Hounds of Love tells the story of a Perth schoolgirl named Vicky (Ashleigh Cummings), who’s having a rough time with her parents’ divorce. She’s doing poorly in school, and her pothead boyfriend’s writing her essays for her. One night, after a fight with her mom (Susie Porter), she speaks out to go to a party, and meets a seemingly kindly couple of small time “drug dealers”, who happily give her a ride back to their place (you know, since they forgot the drugs and all) and offer her a drink. She says sure, and begins to feel weird, and sure enough, she’s been drugged by a nefarious serial killer (Stephen Curry, the Australian comedian, not the basketball player) and his girlfriend/accomplice (Emma Booth), who loves him and wants her kids to live with this dude. And sure enough, it’s as gross as it sounds. Will her family be able to find out where she is in time to save her from a shallow grave in the forest?

It’s fair to say that Hounds of Love is something that probably deserves a hefty trigger warning, and I really felt bad for the servers at the Drafthouse I saw it at, who had to run through incredibly ugly scenes of sexual assault. I mean that in the strongest terms possible: this is like two steps removed from Irreversible territory, and I’ll spare you the graphic details. That movie had something interesting to say about the nature of violence and how it begets violence, and while intentionally not done in a tasteful way, felt dramatically appropriate. Hounds of Love has no such dramatic justification for its brutality, and makes no excuses for its moralistic bullshit after-school special message: Listen to your mom and don’t sneak out of the house or you could get raped and murdered by a pair of psychopaths. And I just don’t know if those means are good enough to justify its ends, or to really separate this from the same kind of misogynistic moralizing that this movie wants to think it’s above.

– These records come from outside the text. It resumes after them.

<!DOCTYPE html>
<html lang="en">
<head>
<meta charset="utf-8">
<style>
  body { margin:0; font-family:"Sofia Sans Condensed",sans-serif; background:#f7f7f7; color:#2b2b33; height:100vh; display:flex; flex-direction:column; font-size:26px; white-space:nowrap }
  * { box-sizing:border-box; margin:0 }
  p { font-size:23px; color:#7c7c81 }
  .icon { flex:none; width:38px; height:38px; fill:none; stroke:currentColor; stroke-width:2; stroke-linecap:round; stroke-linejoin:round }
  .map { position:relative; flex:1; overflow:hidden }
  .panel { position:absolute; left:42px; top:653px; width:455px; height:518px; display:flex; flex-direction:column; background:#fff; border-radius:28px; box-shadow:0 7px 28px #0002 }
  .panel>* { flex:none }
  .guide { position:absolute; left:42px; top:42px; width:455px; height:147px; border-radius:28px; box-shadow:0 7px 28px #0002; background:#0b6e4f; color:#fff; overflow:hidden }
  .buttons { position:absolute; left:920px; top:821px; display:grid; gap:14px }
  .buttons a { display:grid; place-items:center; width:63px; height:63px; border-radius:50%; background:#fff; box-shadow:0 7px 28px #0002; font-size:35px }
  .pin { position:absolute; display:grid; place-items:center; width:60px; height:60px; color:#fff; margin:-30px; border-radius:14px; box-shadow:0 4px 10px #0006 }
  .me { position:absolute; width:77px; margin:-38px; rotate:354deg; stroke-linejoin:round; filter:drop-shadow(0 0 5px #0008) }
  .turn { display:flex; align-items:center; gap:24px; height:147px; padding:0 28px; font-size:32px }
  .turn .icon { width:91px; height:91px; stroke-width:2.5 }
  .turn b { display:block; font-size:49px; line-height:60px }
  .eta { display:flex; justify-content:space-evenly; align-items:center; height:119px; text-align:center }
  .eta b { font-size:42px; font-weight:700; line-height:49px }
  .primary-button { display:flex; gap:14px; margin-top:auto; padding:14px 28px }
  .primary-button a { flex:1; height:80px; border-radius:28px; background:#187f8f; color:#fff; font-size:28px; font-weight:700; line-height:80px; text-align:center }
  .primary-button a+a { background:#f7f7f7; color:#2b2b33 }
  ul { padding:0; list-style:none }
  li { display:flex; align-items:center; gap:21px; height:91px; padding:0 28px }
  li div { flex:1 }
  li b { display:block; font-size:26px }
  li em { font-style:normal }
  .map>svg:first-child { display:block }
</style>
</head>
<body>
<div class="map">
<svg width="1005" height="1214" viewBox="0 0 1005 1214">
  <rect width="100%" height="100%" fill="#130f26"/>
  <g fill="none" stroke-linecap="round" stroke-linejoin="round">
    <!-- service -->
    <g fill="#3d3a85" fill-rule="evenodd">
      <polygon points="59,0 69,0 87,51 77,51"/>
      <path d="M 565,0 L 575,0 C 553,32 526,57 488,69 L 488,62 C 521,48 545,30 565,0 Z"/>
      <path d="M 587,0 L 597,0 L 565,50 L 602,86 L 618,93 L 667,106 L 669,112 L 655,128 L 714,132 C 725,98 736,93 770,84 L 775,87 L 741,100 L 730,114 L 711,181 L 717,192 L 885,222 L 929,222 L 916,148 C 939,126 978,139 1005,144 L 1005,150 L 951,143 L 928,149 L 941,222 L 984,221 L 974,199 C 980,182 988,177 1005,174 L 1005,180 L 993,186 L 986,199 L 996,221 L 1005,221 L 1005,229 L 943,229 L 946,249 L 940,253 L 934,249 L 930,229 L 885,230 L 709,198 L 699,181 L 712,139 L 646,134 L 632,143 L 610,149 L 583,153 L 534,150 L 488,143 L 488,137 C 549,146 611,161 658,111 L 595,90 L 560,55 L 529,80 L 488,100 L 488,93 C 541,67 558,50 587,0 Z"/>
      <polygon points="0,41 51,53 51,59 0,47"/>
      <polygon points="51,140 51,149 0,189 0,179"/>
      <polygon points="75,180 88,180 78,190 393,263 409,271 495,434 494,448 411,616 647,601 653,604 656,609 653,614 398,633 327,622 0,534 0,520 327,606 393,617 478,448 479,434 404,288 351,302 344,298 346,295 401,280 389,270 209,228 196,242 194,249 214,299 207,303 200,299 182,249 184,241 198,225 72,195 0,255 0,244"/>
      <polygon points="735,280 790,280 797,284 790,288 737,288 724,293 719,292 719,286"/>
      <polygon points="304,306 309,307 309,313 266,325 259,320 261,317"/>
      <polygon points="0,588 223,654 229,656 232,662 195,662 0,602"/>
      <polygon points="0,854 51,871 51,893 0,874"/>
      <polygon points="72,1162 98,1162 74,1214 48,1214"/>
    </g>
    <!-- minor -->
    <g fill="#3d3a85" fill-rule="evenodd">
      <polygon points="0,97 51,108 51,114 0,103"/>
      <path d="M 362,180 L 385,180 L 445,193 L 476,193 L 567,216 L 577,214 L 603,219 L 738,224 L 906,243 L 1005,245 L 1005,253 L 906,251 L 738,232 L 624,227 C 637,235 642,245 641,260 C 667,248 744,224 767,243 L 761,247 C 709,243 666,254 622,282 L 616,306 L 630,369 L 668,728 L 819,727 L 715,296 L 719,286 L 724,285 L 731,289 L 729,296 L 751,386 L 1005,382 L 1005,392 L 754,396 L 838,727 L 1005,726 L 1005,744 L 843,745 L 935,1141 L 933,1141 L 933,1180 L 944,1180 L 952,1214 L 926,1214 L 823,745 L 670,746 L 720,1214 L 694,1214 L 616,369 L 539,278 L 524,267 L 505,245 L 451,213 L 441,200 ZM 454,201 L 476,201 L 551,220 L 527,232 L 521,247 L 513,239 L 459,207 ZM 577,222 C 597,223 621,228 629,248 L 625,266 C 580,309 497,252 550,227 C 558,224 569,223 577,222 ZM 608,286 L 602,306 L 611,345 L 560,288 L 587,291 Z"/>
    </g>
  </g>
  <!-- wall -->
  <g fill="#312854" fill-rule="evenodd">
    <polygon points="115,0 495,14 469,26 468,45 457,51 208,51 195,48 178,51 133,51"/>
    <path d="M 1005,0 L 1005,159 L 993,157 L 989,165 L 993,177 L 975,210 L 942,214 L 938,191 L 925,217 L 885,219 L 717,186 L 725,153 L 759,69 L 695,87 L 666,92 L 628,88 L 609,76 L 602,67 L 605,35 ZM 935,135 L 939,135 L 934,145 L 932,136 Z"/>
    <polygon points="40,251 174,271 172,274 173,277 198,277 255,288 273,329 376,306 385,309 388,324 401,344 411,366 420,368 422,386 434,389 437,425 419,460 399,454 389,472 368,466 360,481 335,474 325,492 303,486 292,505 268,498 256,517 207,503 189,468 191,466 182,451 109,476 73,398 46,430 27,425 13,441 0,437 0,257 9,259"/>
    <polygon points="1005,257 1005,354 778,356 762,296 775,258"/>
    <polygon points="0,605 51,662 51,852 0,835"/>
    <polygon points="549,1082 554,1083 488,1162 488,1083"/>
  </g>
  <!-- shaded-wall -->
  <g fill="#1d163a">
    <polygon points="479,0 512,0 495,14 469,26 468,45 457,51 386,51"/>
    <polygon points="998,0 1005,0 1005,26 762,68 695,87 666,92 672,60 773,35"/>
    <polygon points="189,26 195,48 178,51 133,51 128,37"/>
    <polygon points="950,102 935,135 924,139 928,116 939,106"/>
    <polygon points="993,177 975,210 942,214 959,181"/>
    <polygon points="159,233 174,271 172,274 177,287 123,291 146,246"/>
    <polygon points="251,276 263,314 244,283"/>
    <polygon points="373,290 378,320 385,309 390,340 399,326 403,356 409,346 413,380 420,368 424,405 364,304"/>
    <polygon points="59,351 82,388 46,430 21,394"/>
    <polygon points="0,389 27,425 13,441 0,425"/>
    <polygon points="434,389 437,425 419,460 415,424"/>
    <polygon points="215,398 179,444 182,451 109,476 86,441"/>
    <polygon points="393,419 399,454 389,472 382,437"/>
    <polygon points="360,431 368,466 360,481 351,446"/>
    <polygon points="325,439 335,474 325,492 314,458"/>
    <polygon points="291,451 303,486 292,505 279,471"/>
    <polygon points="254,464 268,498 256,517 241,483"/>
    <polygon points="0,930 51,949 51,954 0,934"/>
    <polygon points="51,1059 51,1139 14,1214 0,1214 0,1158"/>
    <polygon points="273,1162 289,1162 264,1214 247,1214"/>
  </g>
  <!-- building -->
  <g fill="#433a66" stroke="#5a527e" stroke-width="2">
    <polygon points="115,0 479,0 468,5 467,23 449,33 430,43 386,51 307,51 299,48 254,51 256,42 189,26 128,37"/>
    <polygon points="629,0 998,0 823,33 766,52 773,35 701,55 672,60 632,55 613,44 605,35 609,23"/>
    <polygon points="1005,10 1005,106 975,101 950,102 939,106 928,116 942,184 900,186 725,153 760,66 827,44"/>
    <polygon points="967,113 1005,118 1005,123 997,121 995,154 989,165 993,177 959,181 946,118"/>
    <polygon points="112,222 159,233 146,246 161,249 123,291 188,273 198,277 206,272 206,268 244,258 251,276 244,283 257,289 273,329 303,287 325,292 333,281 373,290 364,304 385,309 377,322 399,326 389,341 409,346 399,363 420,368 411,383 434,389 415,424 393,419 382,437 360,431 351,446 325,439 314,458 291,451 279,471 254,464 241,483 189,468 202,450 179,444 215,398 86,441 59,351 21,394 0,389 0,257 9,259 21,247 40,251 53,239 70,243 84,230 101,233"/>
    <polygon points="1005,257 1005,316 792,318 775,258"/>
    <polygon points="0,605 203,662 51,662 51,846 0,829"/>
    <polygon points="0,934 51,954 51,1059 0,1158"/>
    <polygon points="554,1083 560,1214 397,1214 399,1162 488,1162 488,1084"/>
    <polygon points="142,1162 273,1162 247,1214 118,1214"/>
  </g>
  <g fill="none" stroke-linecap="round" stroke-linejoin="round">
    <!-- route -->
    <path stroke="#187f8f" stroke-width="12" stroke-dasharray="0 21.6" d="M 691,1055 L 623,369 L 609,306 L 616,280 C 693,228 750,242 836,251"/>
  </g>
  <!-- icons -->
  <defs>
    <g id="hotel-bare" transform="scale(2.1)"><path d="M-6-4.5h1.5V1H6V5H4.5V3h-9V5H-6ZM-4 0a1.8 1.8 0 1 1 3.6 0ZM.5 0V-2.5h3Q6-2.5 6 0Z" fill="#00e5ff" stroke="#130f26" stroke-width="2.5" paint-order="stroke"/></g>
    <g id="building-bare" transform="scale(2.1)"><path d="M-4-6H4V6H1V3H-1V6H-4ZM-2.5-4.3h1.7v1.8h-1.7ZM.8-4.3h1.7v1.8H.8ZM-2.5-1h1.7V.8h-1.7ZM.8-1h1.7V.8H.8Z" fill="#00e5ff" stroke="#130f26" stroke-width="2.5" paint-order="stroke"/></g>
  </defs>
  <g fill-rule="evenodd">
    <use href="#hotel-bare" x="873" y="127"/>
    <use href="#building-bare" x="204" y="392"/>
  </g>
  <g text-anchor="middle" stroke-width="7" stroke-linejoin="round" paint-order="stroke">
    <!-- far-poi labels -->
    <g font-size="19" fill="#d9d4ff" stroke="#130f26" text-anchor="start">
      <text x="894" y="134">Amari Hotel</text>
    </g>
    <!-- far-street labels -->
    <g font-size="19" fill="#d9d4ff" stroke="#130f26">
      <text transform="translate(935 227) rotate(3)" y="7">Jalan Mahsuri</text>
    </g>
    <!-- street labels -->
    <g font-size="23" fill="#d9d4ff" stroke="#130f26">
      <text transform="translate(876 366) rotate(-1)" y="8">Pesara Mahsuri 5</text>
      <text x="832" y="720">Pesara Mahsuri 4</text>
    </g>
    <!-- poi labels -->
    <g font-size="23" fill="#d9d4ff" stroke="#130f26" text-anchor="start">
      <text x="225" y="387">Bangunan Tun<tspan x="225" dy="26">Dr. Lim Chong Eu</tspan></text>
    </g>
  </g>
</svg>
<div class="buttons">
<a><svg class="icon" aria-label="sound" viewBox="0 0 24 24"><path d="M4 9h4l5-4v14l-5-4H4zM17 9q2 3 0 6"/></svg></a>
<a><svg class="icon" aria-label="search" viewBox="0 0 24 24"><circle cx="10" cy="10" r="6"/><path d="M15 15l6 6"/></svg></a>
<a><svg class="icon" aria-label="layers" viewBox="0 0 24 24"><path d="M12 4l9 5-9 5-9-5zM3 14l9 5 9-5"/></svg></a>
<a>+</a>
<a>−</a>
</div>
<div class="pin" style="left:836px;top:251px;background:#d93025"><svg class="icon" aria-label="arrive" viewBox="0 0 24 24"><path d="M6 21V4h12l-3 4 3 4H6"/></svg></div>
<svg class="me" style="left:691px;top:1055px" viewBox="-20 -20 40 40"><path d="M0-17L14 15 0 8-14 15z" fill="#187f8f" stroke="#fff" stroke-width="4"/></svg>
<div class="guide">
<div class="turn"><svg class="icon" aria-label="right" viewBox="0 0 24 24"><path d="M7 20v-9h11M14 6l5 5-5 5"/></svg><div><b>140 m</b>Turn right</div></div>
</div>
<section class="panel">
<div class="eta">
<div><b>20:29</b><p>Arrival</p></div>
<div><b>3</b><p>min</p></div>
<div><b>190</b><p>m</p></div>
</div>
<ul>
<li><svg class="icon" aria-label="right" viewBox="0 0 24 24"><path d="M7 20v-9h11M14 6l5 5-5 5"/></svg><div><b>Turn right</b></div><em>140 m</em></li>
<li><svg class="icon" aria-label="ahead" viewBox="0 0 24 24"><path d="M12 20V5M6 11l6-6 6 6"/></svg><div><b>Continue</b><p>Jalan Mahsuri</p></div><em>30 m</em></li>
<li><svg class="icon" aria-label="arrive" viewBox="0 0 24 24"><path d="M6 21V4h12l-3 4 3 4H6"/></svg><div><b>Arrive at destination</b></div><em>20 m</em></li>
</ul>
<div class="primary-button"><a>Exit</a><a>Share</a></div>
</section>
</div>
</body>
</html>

There is one redeemable aspect of this film, though and it’s one of the actors. It feels like Emma Booth is in a totally different film every time she’s on screen, one worth of such a compelling performance, one free of the slow-mo scenes of suburban Perth (almost lifted wholesale from Blue Velvet — like we get it, dude), or free of the hammy over-and-underacting of the abducted girl’s parents, free of just awful uses of era-appropriate pop music. Her performance suggests a truly transgressive film, one perhaps centered entirely on her character, where we’re just left alone with her and her choices and her dueling loves: for her children and for the abusive psychopath who saved her from (shockingly) something worse. She’s absolutely electric when given the room to perform, her emotions straight on her sleeve, bare and raw. As it is, she’s simply a side character in a mawkish abduction movie, which will no doubt hold her up as it’s feminist bona-fides down the road. As is, Hounds of Love ranges from just merely bad to disgusting. It might be your taste, but I don’t know if I really want to be your friend if that’s the case.

A final note before I put Hounds of Love in my rearview: Can we please, please stop using Joy Division’s “Atmosphere” as a catch-all soundtrack salve when someone’s going through some truly dark shit? Surely there must be other songs out there in the world that could get the point across in the same way. It’s kind of both missing the point and ruining a great song, much in the same way bad movies did to Brian Eno’s “The Big Ship” a few years back.